Une équipe de chercheurs grenoblois issus du Laboratoire de glaciologie et géophysique de l'environnement (LGGE, CNRS/UJF), de l'Institut de biologie structurale (IBS, CEA/CNRS/UJF) et du Laboratoire adaptation et pathogénie des microorganismes (LAPM, UJF/CNRS) vient de mettre en évidence que les retombées brutales de mercure observées chaque printemps en Arctique ne sauraient être l'unique cause de contamination des écosystèmes par cet élément. Il semble en revanche que les précipitations neigeuses aient un fort potentiel contaminant dans cette région. Cette étude a été publiée en ligne le 22 février 2011 dans la revue Environmental Science and Technology.
En Arctique, bien plus qu'ailleurs, les paradoxes scientifiques sont nombreux. En voici un exemple: dans cette région, les chaînes alimentaires mais également les populations natives sont toujours aussi sévèrement contaminées par le mercure qu'il y a quelques décennies ; pourtant, ce poison émis en partie par les activités humaines et transporté vers les pôles voit ses concentrations atmosphériques en Arctique diminuer depuis 40 ans, date des premières réglementations sur les rejets de mercure dans l'atmosphère.
Intéressée par ce paradoxe, une équipe constituée de chercheurs de trois laboratoires grenoblois a adopté une façon originale de l'aborder, en étudiant la biodisponibilité des dépôts de mercure. Pour qu'une contamination au mercure ait lieu, celui-ci doit en effet pouvoir pénétrer dans la cellule d'un micro-organisme c'est-à-dire être sous une forme acceptable par le tissu biologique: on dit alors qu'il est biodisponible. Le mercure est biodisponible quand il est sous sa forme divalente et associé à des espèces particulières (comme HgCl2, Hg(OH)2, HgCl3-...). À l'intérieur de la cellule, le composé biodisponible est transformé par certains micro-organismes en méthyle-mercure, une espèce non seulement très toxique, mais aussi stable et à forte affinité pour les protéines et qui aura donc une forte tendance à s'accumuler dans les organismes et à se propager le long des chaînes alimentaires.

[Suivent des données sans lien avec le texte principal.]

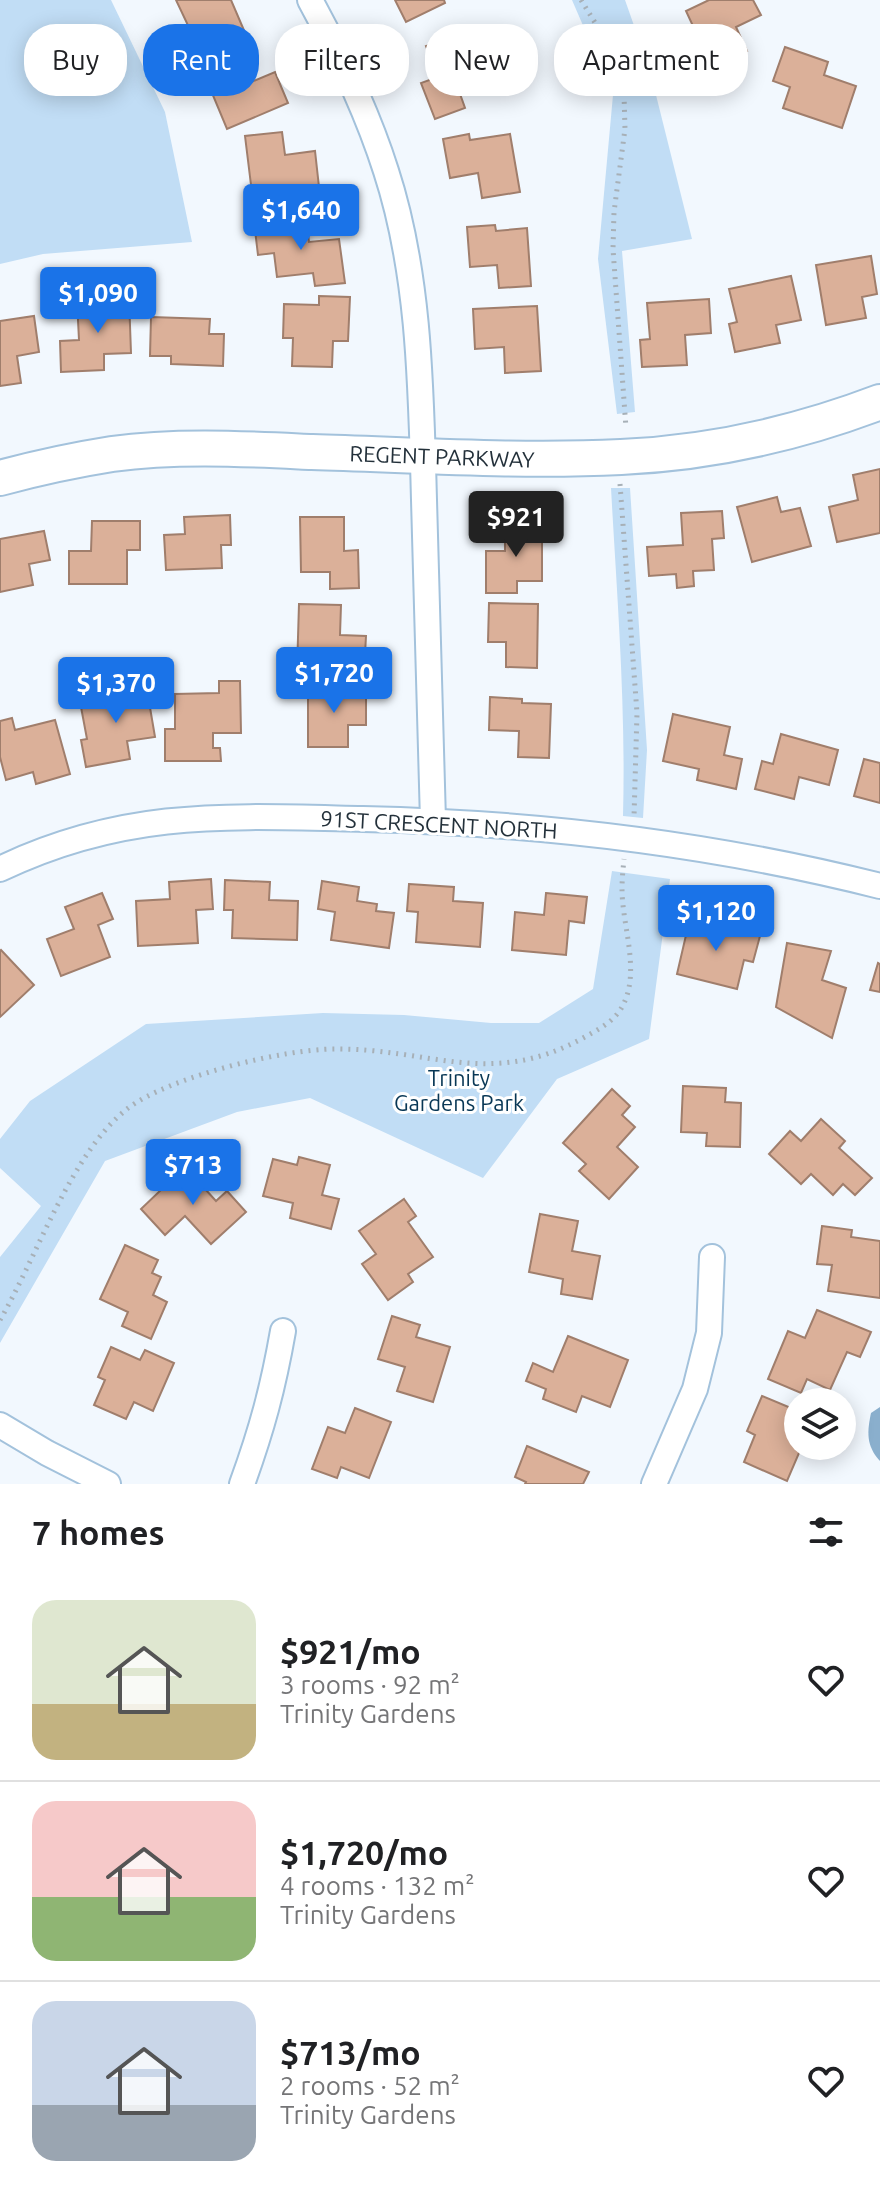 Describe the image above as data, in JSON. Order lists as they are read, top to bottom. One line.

La difficulté de cette approche est que les méthodes d'analyse classiques permettent de mesurer la quantité totale de mercure divalent dans un échantillon, mais pas la fraction biodisponible de ce mercure, et qu'il faut donc innover.

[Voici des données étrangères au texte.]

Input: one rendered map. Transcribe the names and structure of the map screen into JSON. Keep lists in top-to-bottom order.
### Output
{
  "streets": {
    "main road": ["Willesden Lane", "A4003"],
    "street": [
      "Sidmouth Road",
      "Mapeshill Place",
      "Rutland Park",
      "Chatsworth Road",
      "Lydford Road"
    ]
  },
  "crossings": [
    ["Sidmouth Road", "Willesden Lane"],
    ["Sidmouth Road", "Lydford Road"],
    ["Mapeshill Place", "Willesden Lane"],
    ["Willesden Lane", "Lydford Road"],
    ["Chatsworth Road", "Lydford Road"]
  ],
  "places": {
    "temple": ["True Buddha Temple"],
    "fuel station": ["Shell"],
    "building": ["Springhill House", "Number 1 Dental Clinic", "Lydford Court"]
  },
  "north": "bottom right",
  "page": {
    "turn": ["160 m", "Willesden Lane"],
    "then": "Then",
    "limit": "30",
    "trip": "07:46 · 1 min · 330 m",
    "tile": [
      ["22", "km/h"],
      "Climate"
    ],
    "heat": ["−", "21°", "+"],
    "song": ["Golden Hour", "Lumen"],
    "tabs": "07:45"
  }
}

Un biocapteur ultrasensible...
Une technique de mesure du mercure biodisponible a été mise au point récemment: elle utilise des bactéries génétiquement modifiées afin d'être capables d'une part de fixer le mercure biodisponible présent dans l'échantillon à étudier et d'autre part de répondre à cette présence par une émission de luminescence, dont la mesure permet alors d'estimer la quantité de mercure biodisponible fixé. Elle présente cependant l'inconvénient de ne pouvoir mesurer que des quantités importantes. Les chercheurs ont donc réalisé des développements de pointe de manière à rendre ce biocapteur ultrasensible.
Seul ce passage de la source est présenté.